That word, and the effects of that word, are soul crushers for me.
Do you want me to fail?
Do you want me to be upset?
Do you want me to judge myself harshly?
Expect me to do something. Expect me to be more.
Expectation is the root of all heartache. -William Shakespeare
One of my best traits is that I am a hard worker. When I open my life up to new avenues, whether it be a new position for work, or trying to conquer a weakness (like writing, ugh!), I do what needs to be done. I put in extra hours at work to overcome a learning curve, to get the science done, or try to catch up because I expected too much out of myself that week. I put in extra hours trying to think of words and how I could string those words into sentences so I could maybe, one day, write another article.

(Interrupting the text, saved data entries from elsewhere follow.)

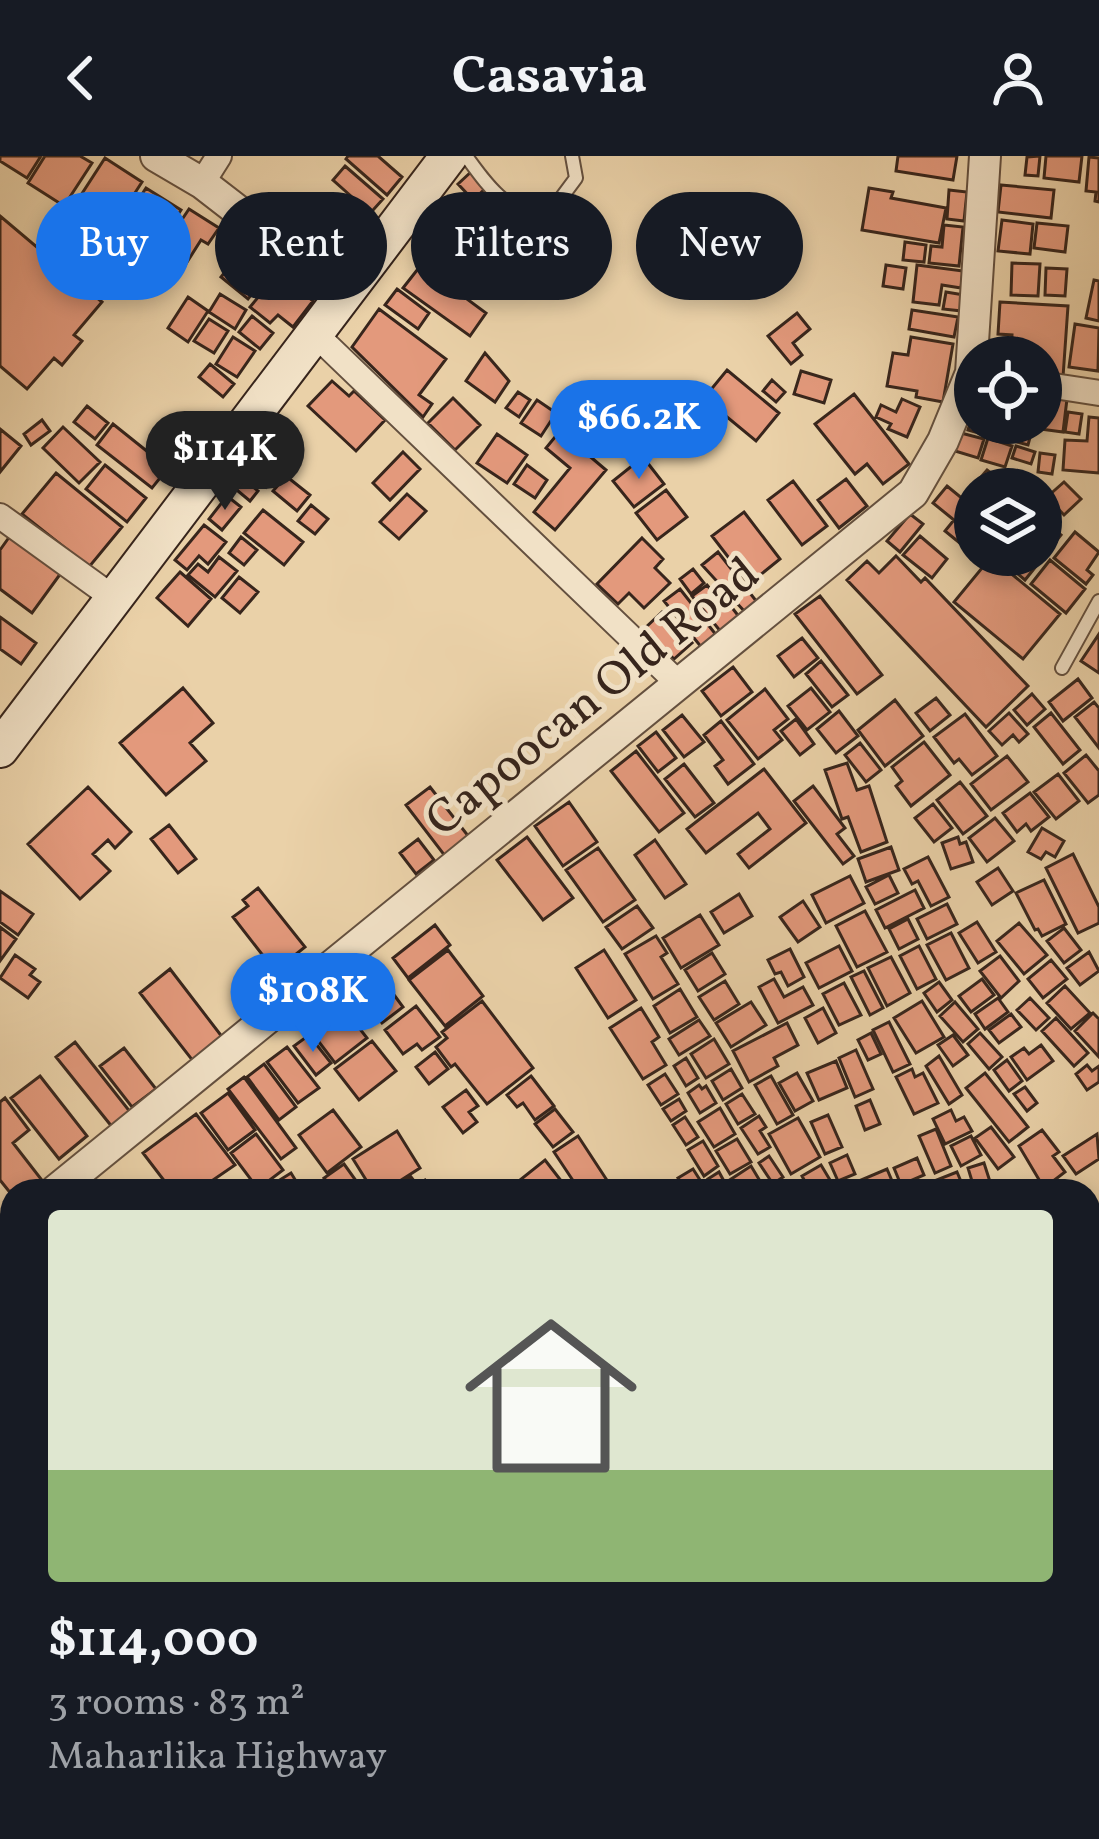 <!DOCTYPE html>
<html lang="en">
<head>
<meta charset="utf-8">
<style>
	body { margin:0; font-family:Vollkorn,serif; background:#20242c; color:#f1f3f6; height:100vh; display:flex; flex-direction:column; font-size:45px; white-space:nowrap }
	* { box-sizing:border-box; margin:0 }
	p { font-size:39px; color:#9ea1a6 }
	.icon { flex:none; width:66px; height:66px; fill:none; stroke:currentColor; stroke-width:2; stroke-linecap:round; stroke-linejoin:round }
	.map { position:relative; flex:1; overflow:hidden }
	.details { position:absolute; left:0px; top:1023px; width:1101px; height:660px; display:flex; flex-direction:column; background:#171b24; border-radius:36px 36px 0 0; box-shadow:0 6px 18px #0003 }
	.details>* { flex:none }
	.guide { position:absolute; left:36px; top:36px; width:1029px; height:108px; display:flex; gap:24px }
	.controls { position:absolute; left:954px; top:180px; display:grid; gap:24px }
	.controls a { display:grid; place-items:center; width:108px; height:108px; border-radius:50%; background:#171b24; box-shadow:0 6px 18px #0003; font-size:60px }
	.price { position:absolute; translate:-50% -102px; padding:0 27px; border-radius:42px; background:#1a73e8; color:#fff; font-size:39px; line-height:78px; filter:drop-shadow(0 3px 6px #0008) }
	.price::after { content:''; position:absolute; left:50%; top:72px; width:36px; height:27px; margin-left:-18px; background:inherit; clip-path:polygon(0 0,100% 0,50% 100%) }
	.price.active { background:#222; color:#fff }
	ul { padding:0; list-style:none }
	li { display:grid; align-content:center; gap:24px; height:636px; padding:0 48px }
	li span { display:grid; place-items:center; height:372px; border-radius:12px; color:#555 }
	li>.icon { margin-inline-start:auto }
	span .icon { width:216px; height:216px; fill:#fffc; stroke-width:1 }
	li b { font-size:51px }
	.chip { padding:0 42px; border-radius:54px; background:#171b24; box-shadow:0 6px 18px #0003; font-size:42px; line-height:108px }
	.chip.active { background:#1a73e8; color:#fff }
	header { display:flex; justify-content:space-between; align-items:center; height:156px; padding:0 48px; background:#171b24; font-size:54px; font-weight:700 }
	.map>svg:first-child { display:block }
</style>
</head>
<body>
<header><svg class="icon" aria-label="back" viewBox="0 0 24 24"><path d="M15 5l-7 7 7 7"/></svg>Casavia<svg class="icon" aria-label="person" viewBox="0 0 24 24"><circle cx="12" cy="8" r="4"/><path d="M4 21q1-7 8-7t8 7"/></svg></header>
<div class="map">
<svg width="1099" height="1683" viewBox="0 0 1099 1683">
	<rect width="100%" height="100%" fill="#ead1a8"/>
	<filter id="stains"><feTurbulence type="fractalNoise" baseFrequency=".00167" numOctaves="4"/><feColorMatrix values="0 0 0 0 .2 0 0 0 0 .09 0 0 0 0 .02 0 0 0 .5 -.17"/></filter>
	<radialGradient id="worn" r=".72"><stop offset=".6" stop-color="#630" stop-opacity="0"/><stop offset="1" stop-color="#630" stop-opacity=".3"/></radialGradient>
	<path fill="#98b7ac" stroke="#717d72" stroke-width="3" d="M1099,1127v556h-1099v-52l12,15v25h1077v-539z"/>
	<path fill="#e3997c" stroke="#37251c" stroke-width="3" d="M0,0h41l-14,22 -27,-17z
		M45,0h35l12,7 -28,43 -36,-23z
		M348,0h30l24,21 -15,18 -41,-36z
		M898,0h59l-4,24 -57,-9z
		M1040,0l-2,20 -13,-1 2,-18z
		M1046,0h36l-3,26 -35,-4z
		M1089,1l10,1v44l-4,-1 1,-9 -10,-1z
		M105,2l37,24 -35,54 -37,-24z
		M345,10l38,33 -44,49 -18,-16 31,-35 -19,-17z
		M472,15l15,16 -14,13 -15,-16z
		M1001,29l53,5 -3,28 -53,-6z
		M146,32l35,22 -33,51 -35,-22z
		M869,32l24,4 -2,6 55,10 -7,35 -77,-13z
		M949,34l18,2 -3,29 -17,-2z
		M189,53l30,19 -11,16 -7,-4 -24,38 -24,-15z
		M0,60l102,86 -28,33 8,6 -20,24 -8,-7 -27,31 -27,-23z
		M1002,64l31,4 -3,30 -32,-3z
		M1037,67l31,3 -3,26 -31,-4z
		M944,69l19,2 -4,39 -30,-3 2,-17 11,1z
		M464,83l35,25 -8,11 8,7 -10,15 -22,-16 -4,5 -30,-21 15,-21 8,6z
		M905,86l21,3 -2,17 -21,-2z
		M251,98l20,17 -23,28 -27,-22 11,-14 7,5z
		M1012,107l28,1 -2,32 -27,-1z
		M285,109l20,17 -6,7 14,12 -20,26 -15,-12 -8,8 -20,-16z
		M421,109l65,48 -16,23 -67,-48z
		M886,109l20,3 -3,21 -20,-3z
		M917,109l46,6 -2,17 -19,-3 -3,20 -26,-3z
		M1046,112l21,1 -2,27 -20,-1z
		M1094,124l5,1v40l-13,-3z
		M397,133l32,24 -11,16 -33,-24z
		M946,136l18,3 -2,16 -19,-2z
		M220,138l26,16 -11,19 -26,-17z
		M188,141l20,14 -20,31 -20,-14z
		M1000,146l68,4 -5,71 -22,-1v-19h-30l1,-22 -14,-1z
		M379,153l67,50 -27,36 13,9 -9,13 -71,-70z
		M912,154l46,7 -4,20 -45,-8z
		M797,157l13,16 -17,14 9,12 -11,9 -23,-28z
		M252,160l21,17 -13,16 -21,-17z
		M209,163l19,12 -14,22 -20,-12z
		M1075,168l24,4 -1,43 -29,-4z
		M233,181l22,14 -18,26 -21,-13z
		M911,181l42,7 -10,58 -27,-5 1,-6 -30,-5 6,-33 15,2z
		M485,197l24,28 -14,21 -29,-21z
		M210,208l24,20 -11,13 -24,-20z
		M727,214l52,43 -23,28 -52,-43z
		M801,215l30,9 -7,23 -30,-9z
		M772,224l13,12 -9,10 -13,-11z
		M332,225l17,15 5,-5 31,29 -29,31 -48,-45z
		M518,236l12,8 -11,17 -13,-9z
		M854,238l55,70 -26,20 -16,-20 -12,10 -40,-50z
		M1041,239l26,4 -4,33 -23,-3z
		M453,242l27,27 -25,25 -27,-27z
		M902,243l18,8 -13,30 -19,-8 3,-5 -15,-7 5,-12 15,7z
		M537,244l19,13 -15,23 -20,-13z
		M87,250l21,17 -13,16 -21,-17z
		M975,251v16h59l-6,22 -11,-3 1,-5 -24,-5 -1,5 -25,-7z
		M1068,256l14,2 -3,20 -14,-2z
		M1089,261l10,1v55l-36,-3 2,-30 22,1z
		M42,264l8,11 -19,14 -7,-11z
		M113,268l55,44 -16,20 -55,-43z
		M63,271l37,35 -21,21 -36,-35z
		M0,273l21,17 -21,26z
		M560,275l46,39 -51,60 -21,-18 36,-44 -24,-20z
		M961,277l23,6 -6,19 -23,-7z
		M497,278l30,21 -20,28 -30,-20z
		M988,282l24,8 -7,21 -24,-7z
		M1016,290l19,6 -4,12 -19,-6z
		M403,296l17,17 -30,31 -17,-17z
		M260,297l20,16 -14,18 -21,-17z
		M1040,297l15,2 -3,19 -14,-2z
		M643,301l21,27 -30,23 -21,-26z
		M105,309l41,33 -19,24 -41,-33z
		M527,309l20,15 -12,18 -21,-14z
		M987,314l23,19h-35v9l-7,-6z
		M56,317l66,54 -33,40 -67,-53z
		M240,320l18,15 -8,10 -18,-15z
		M286,320l24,19 -13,16 -24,-20z
		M846,323l21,27 -28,22 -21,-28z
		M793,325l34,45 -25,19 -34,-45z
		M1064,326l17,17 -17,16 -17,-18z
		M947,330l28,23 2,48 -32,-26 9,-11 -21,-17z
		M666,334l21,27 -30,23 -21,-27z
		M407,338l19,17 -27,28 -19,-17z
		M227,340l14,11 -19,23 -13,-11z
		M311,349l17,14 -13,15 -17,-13z
		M263,354l40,32 -19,23 -40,-32z
		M744,356l36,47 -31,25 -37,-48z
		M910,358l13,10 -23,28 -13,-11z
		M1041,362l20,17 -36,45 -26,-22 2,-3h40z
		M204,369l22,17 -18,22 -9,-8 -12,14 -12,-10z
		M1075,376l24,20 -12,18 6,5 -7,9 -32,-26z
		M10,380l51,37 -29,40 -32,-24v-39z
		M920,380l27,23 -15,19 -29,-23z
		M241,381l16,13 -13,15 -15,-12z
		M642,382l21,21 -8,9 15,15 -26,25 -15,-15 -11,11 -21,-20z
		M718,396l39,50 -12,10 -43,-47z
		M896,400l25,26 4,-4 103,108 -42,41 -139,-147 20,-19 12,12z
		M219,401l18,14 -22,26 -27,-22 10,-11 10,8z
		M991,401l69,57 -37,45 -69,-57z
		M1050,404l35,29 -19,24 -35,-29z
		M693,413l11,14 -13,11 -11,-15z
		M180,416l31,27 -23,27 -31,-28z
		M239,421l19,15 -18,21 -18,-15z
		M707,429l9,11 4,-4 20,26 -19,14 -29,-36z
		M680,433l37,47 -15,12 -38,-47z
		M820,440l62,79 -25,19 -62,-80z
		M662,456l30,31 -18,16 -30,-30z
		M0,461l36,26 -15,21 -21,-15z
		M1099,478v39l-18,-12z
		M802,482l16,20 -24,19 -16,-21z
		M821,505l27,34 -16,12 -26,-33z
		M733,511l19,25 -31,24 -19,-25z
		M1078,523l14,19 -29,23 -14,-19z
		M183,532l30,35 -23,20 16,18 -40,34 -46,-52z
		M811,532l19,24 -23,18 -19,-24z
		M765,533l23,30 -14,11 8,10 -24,19 -31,-39z
		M1032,538l13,15 -18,16 -13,-15z
		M936,542l14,17 -20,16 -14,-18z
		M895,544l28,36 -38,30 -27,-36z
		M1094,546l5,6v40l-24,-31z
		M839,555l19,25 -22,17 -19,-24z
		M1009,557l19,21 -9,8 -6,-7 -11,10 -13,-14z
		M1051,557l29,37 -17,14 -29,-37z
		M965,558l32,42 -25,19 -13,-16 -5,4 -20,-26z
		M682,559l22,27 -20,15 -21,-27z
		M796,563l18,25 -14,11 -19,-24z
		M721,565l33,43 -26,20 -13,-18 8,-6 -19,-25z
		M656,576l20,26 -18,14 -20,-26z
		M924,586l26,33 -39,31 -15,-20 6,-5 -10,-14z
		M860,587l21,27 -15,12 -21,-27z
		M636,595l48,62 -25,19 -48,-61z
		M1086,599l13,16v24l-11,8 -24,-30z
		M1007,600l21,26 -37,28 -20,-26z
		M847,607l10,27 12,-4 18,56 -26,10 -13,-35 -6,2 -17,-49z
		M684,608l30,39 -19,14 -30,-38z
		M764,613l42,54 -57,45 -11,-14 32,-25 -12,-16 -52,40 -19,-24z
		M1058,618l21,27 -23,18 -22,-27z
		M960,626l27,34 -24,18 -26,-34z
		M813,630l32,42 -8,6 17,22 -11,8 -49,-63z
		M88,631l43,45 -16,16 -7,-8 -15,14 17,17 -30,28 -52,-55z
		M430,631l39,50 -24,19 -39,-51z
		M1030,637l19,24 -18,14 -5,-7 -9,8 -14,-19z
		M569,646l28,40 -34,24 -28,-40z
		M933,648l19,24 -18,14 -19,-24z
		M995,662l19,23 -27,21 -18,-24z
		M169,669l27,34 -18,14 -27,-34z
		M1042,672l22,13 -9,16 -9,-5 -5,7 -13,-7z
		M527,681l46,61 -30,22 -46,-60z
		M958,681l2,7 6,-2 7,20 -22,7 -9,-26z
		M418,683l16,21 -18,14 -16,-21z
		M655,684l31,44 -21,14 -30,-43z
		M891,691l8,23 -33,12 -8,-23z
		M598,692l37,52 -32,22 -37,-52z
		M1073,698l26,53v16l-21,10 -32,-65z
		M928,701l21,40 -18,9 -13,-25 -6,3 -8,-15z
		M998,712l15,23 -21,14 -15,-23z
		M889,719l9,18 -23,11 -9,-17z
		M850,720l14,27 -38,20 -14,-28z
		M1044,724l22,44 -24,12 -4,-7 -3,1 -19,-37z
		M258,732l47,59 -30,24 -42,-54 15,-11 -5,-6z
		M915,734l9,18 -39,20 -9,-18z
		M0,735l33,23 -15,21 -18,-13z
		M739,738l13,22 -28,17 -13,-21z
		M803,745l17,26 -22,15 -18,-25z
		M947,748l10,20 -30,15 -10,-20z
		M637,750l16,22 -31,21 -16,-22z
		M865,755l22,41 -30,15 -21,-41z
		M700,759l19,30 -38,23 -18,-30z
		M908,763l10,20 -19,10 -10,-20z
		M977,766l19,30 -18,11 -19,-30z
		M1019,767l28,32 -23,19 -27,-33z
		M435,769l15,20 -42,33 -15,-20z
		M0,771l16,12 -16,22z
		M1064,772l17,22 -17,13 -17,-22z
		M951,777l18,35 -23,12 -19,-35z
		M656,780l11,17 -6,4 17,27 -25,15 -28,-45z
		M839,790l13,25 -33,17 -13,-25z
		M919,790l17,33 -19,10 -17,-33z
		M790,793l14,28 -16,9 -7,-14 -6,2 -7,-14z
		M448,794l35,46 -38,30 -36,-46z
		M604,794l32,50 -28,18 -32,-50z
		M1089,796l10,19 -19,14 -13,-17z
		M712,797l13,21 -27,17 -13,-21z
		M15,799l20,14 -5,6 10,7 -12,16 -28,-20z
		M1000,800l19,25 -18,17 -21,-27z
		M891,801l19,36 -23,13 -19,-38z
		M1051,804l16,19 -24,19 -15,-19z
		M170,813l53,69 -30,23 -53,-68z
		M864,815l19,37 -13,7 -19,-38z
		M774,823l10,18 19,-10 10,18 -35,18 -19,-36z
		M982,823l12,16 -23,17 -12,-16z
		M725,825l14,23 -25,16 -15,-23z
		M939,826l13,18 -15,12 -13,-19z
		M844,827l17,32 -22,10 -16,-31z
		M386,828l17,23 -21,16 -17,-23z
		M1065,830l25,27 -19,16 -24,-26z
		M680,833l17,28 -27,16 -16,-27z
		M998,842l10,14 -23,17 -10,-15z
		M1030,842l19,20 -13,12 -19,-20z
		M338,845l29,37 -32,25 -29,-38z
		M482,845l51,67 -46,36 -32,-40 -4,3 -15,-20 11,-9 -5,-6z
		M922,845l22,36 -28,16 -22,-35z
		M751,846l15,23 -35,22 -15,-24z
		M955,846l23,27 -15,13 -23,-26z
		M416,850l24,31 -18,13 -5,-6 -14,10 -18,-24z
		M641,852l18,29 -7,5 14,23 -23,14 -33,-51z
		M823,852l13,25 -18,10 -13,-25z
		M1093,857l6,6v38l-24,-26z
		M1011,858l10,13 -22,16 -10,-13z
		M1056,862l32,35 -14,13 -32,-35z
		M699,864l11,16 -31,19 -10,-16z
		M889,866l21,42 -17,8 -20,-42z
		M787,867l11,22 -24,13 4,8 -29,16 -16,-31z
		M871,877l10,21 -13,6 -10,-20z
		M980,877l22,24 -13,12 -21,-25z
		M309,879l22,28 -15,12 -22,-29z
		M953,879l15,20 -15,11 -15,-21z
		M714,883l15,25 -23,14 -15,-24z
		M372,885l24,30 -37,29 -24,-31z
		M75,886l56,71 -18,15 -57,-71z
		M1041,889l12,16 -26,19 -16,-23 13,-9 5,6z
		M287,891l32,41 -21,15 -31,-41z
		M124,892l32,41 -24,18 -32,-41z
		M856,894l17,39 -18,8 -16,-39z
		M435,896l13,17 -19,15 -13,-17z
		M939,900l23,39 -13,9 -23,-38z
		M686,902l12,20 -12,8 -12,-20z
		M1007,904l15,21 -13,10 -15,-21z
		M836,905l11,27 -28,12 -12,-27z
		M264,908l32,43 -17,13 -32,-43z
		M1087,909l5,6 7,-5v16l-12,8 -11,-16z
		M731,913l11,19 -19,12 -11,-19z
		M912,913l3,8 8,-4 15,30 -24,11 -18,-37z
		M797,917l16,28 -18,10 -16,-28z
		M985,917l43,54 -19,15 -43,-54z
		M665,918l13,20 -17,11 -13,-20z
		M40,920l47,60 -28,23 -48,-61z
		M531,920l23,30 -19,14 -12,-17 -6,4 -10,-12z
		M771,920l22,39 -16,9 -22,-39z
		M244,921l52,71 -15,11 -53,-70z
		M699,929l3,4 4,-3 10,17 -16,10 -12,-20z
		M1025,931l12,16 -10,8 -13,-17z
		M466,934l12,16 -9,6 8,10 -14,11 -20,-26z
		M228,937l27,37 -27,20 -27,-37z
		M742,938l13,20 -17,10 -12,-20z
		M5,942l24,32 -16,13 28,36 -15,12h-14v4l-12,-15v-78z
		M679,943l7,12 -15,10 -8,-12z
		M870,944l10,24 -15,6 -9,-24z
		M720,952l15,26 -21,13 -16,-25z
		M555,953l18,23 -20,15 -18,-23z
		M333,954l28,37 -34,26 -28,-38z
		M951,954l5,11 8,-4 8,14 -27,13 -12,-25z
		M196,958l39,51 -38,26h-25l-29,-38z
		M828,959l14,32 -17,7 -14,-32z
		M759,960l7,11 -6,4 10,16 -12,7 -17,-26z
		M685,961l13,20 -12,8 -13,-20z
		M798,962l22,39 -29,17 -22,-40z
		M991,971l23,30 -16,12 -23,-31z
		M936,973l15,37 -16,7 -16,-37z
		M1042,974l17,22 -6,4 12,16 -21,16 -25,-42z
		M397,975l23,37 -36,23h-11l-20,-32z
		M256,978l27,36 -25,19 -27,-36z
		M1097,978l2,25 -23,15 -13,-18z
		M578,980l36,55h-34l-26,-39z
		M971,980l10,19 -20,11 -10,-20z
		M737,983l14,23 -21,12 -14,-23z
		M703,985l15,25 -14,10 -16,-26z
		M847,999l8,19 -17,7 -8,-18z
		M769,1000l14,21 -10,7 -14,-21z
		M917,1002l7,17 -23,10 -7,-17z
		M545,1004l17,22 7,9h-41l-8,-11z
		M984,1007l9,28h-18l-7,-23z
		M344,1008l18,25 -3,2h-25l-10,-13z
		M821,1009l15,25 -1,1h-25l-8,-15z
		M751,1010l12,20 -8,5h-40l-7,-12 11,-7 6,11z
		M693,1013l14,22h-21l-8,-13z
		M887,1013l8,19 -29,3 -5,-11z
		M957,1016l8,19h-26l-5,-10z
		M291,1017l11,18h-40z
		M411,1021l6,8 8,-5 7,11h-35l-3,-3z
		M1099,1084v44l-2,1 -8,-19 7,-5 -7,-16z
		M0,1123l12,16v47l-6,4 -6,-8z
		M12,1192v30l-5,4 -7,-10v-16z
		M7,1274l5,7v21l-9,7 -3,-30z
		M3,1404l9,32 -12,4v-35z"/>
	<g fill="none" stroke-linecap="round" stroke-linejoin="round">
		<g stroke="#64503f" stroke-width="16">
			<path id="service" d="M466,0c22,30 43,62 84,57l26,-35 -4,-22
				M1062,512l37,-67"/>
		</g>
		<g stroke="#64503f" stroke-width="28">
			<path id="minor" d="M202,27l17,-27
				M313,176l364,350
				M1041,228l58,9
				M0,360l115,83"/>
		</g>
		<g stroke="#64503f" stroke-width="34">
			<path id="tertiary" d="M156,0l46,27 142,110
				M55,1035l858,-698 30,-52 28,-68 14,-217
				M0,1080l12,-10"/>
		</g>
		<g stroke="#37251c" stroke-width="40">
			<path id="secondary" d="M0,593l449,-593"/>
		</g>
		<path stroke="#37251c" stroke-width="4.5" stroke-dasharray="3 6" stroke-linecap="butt" d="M1089,1084l10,-4"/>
		<use href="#service" stroke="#f1e1c6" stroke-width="12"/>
		<use href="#minor" stroke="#f1e1c6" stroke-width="24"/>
		<use href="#tertiary" stroke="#f1e1c6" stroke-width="30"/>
		<use href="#secondary" stroke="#f1e1c6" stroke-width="36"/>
	</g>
	<g text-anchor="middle" stroke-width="10" stroke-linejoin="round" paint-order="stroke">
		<g font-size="48" fill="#37251c" stroke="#f1e1c6">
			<text transform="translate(591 539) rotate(-39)" y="17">Capoocan Old Road</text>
		</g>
	</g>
	<rect width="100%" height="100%" filter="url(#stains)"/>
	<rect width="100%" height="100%" fill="url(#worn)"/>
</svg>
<div class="controls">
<a><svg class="icon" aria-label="locate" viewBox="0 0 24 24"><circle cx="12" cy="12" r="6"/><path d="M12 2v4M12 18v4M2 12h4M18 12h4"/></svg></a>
<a><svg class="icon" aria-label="layers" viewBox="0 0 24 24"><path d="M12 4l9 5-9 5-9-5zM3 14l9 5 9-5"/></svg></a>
</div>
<b class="price" style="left:639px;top:326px">$66.2K</b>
<b class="price active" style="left:225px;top:357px">$114K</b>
<b class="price" style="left:313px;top:899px">$108K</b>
<div class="guide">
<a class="chip active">Buy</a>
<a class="chip">Rent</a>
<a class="chip">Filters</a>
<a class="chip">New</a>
</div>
<section class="details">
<ul>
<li><span style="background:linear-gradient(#dfe7d0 70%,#8fb573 0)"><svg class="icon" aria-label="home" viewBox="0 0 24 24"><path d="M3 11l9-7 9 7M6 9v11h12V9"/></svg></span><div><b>$114,000</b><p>3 rooms · 83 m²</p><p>Maharlika Highway</p></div></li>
</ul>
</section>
</div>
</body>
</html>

But when I feel like I am expected to put in the extra hours just because, I will under-preform. I will under-whelm.
There is a huge difference in results with the following pairs of statements:
1. I expect you to work 80 hours per week. (I will work 80 hours, but I will resent you.)
2. I expect you to get your work done. (I will work 80, 90, 100 hours, whatever it takes to get my work done.)
3. I expect myself to write an article a day. (Oh yeah! I’ll show you! … by never writing.)
4. I expect myself to write more than I usually do. (Easy-peasy. Writing one article is more than I usually write. But hey! I’m conquering something that is legitimately difficult for me.)
Is there such a thing as a negative and positive expectation? Because I feel that is what I just did there. In both pairs outlined above, the word “Expect” was front and center, but the outcomes were so vastly different.
Perhaps the difference, and the resentment, doesn’t stem from the word expect, but from the intention of that word. In the first scenario of both pairs, a rigid guide was established (you MUST do this in THIS timeline to be successful!) whereas in the second scenario, the guide was more fluid.
Maybe that is why I’m doing so much better … nay, so much more, when it comes to my fitness goals. I’m not expecting myself to exercise every single day. I’m not expecting myself to lose weight. Heck, I’m not even doing a “traditionally Nicole exercise routine” (you know, with weights and being hardcore and the like). I’m just expecting to have fun, and to move more, and maybe the weight will come off during the process.
AND IT IS!
Well, now my day has flipped completely around! Maybe I just needed to get this off my chest. Thanks for listening!